On August 9, 2011, SEBI issued a circular CIR/IMD/DF/14/2011 regarding investment by foreign investors in Indian mutual fund schemes. This was in response to the Hon’ble Finance Minister’s announcement in his budget speech of 2011 which stated that “Currently, only FIIs and sub-accounts registered with the SEBI, and NRIs are allowed to invest in mutual fund schemes. To liberalize the portfolio investment route, it has been decided to permit SEBI registered mutual funds to accept subscriptions from foreign investors who meet the KYC requirements for equity schemes. This would enable Indian mutual funds to have direct access to foreign investors and widen the class of foreign investors in Indian equity market.”

 

In consultation with the Government and RBI, SEBI has decided that foreign investors – termed as Qualified Foreign Investors (QFIs) who meet know-your-client (KYC) requirements may invest in equity and debt schemes of mutual funds (MF) through the following two routes:

  • Direct route – Holding MF units in demat account through a SEBI registered depository participant (DP).
  • Indirect route – Holding MF units via Unit Confirmation Receipt (UCR).

 

The investment through the two routes shall be subject to the following conditions:

  • Qualified Foreign Investor (QFI) shall mean a person resident in a country that is compliant with Financial Action Task Force (FATF) standards and that is a signatory to International Organization of Securities Commission’s (IOSCO’s) Multilateral Memorandum of Understanding;
  • QFI shall not be resident in India;
  • QFI should not be registered with SEBI as Foreign Institutional Investor or Sub-account.
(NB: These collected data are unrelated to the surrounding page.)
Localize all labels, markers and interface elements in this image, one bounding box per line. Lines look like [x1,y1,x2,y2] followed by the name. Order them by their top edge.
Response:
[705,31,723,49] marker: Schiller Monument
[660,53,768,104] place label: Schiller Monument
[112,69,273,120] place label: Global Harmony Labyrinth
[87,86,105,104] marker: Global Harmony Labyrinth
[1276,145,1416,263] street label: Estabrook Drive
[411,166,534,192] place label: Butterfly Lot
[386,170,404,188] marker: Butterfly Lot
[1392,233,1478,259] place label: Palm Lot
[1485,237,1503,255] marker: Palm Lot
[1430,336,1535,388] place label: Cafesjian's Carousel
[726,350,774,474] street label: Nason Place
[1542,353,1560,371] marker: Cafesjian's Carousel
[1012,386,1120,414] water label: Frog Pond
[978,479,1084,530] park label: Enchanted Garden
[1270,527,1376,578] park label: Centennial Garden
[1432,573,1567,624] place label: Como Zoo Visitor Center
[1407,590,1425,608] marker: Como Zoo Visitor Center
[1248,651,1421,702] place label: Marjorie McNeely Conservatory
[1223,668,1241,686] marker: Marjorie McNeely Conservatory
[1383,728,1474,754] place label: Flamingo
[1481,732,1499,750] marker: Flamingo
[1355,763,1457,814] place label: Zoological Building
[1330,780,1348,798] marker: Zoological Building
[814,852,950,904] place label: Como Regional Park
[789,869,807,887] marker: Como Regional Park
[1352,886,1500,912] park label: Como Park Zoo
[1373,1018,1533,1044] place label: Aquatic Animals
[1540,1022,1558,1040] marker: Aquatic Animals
Furthermore, there is a cap on the aggregate investment by QFIs under both the routes; the cap being USD 10 billion for equity schemes. The cap for debt schemes which invest in infrastructure of minimum residual maturity of 5 years shall be USD 3 billion within the existing ceiling of USD 25 billion for FII investment in corporate bonds issued by infrastructure companies. The guidelines further talks of an auction by SEBI through bidding process of the remaining limit of QFI investment once the investments by QFIs under both the routes reaches USD 8 billion in equity schemes and USD 2.5 billion in debt schemes.

 

However, it needs to be noted that:

  • Units held by QFIs by way of UCR/demat holding will be non-transferable and non-tradable.
  • All subscriptions and redemptions in respect of investments by the QFIs will be from only overseas bank accounts of the QFIs.
  • Under this scheme of arrangements, systematic investments / transfers / withdrawals and switches are not available to the QFIs. QFIs can only subscribe or redeem.
  • Units/ UCRs held by QFIs should be free from all encumbrances, i.e., pledge or lien cannot be created for such units.
  • Applicable tax at source will be deducted by the MF out of the redemption proceeds before making any redemption payment to QFIs.

 

Though some of the above conditions seem onerous, it is likely that some foreign investors take this route to invest in India. Indian mutual funds need to be prepared in more than one ways to access this new source of funds. They need to enhance their distribution capabilities overseas. Additionally, many foreign investors are likely to demand that Indian mutual funds exert their rights as shareholders in investee companies. Indian mutual funds need to demonstrate that they genuinely care about better corporate governance at investee companies by participating actively in shareholder meetings and being more activist.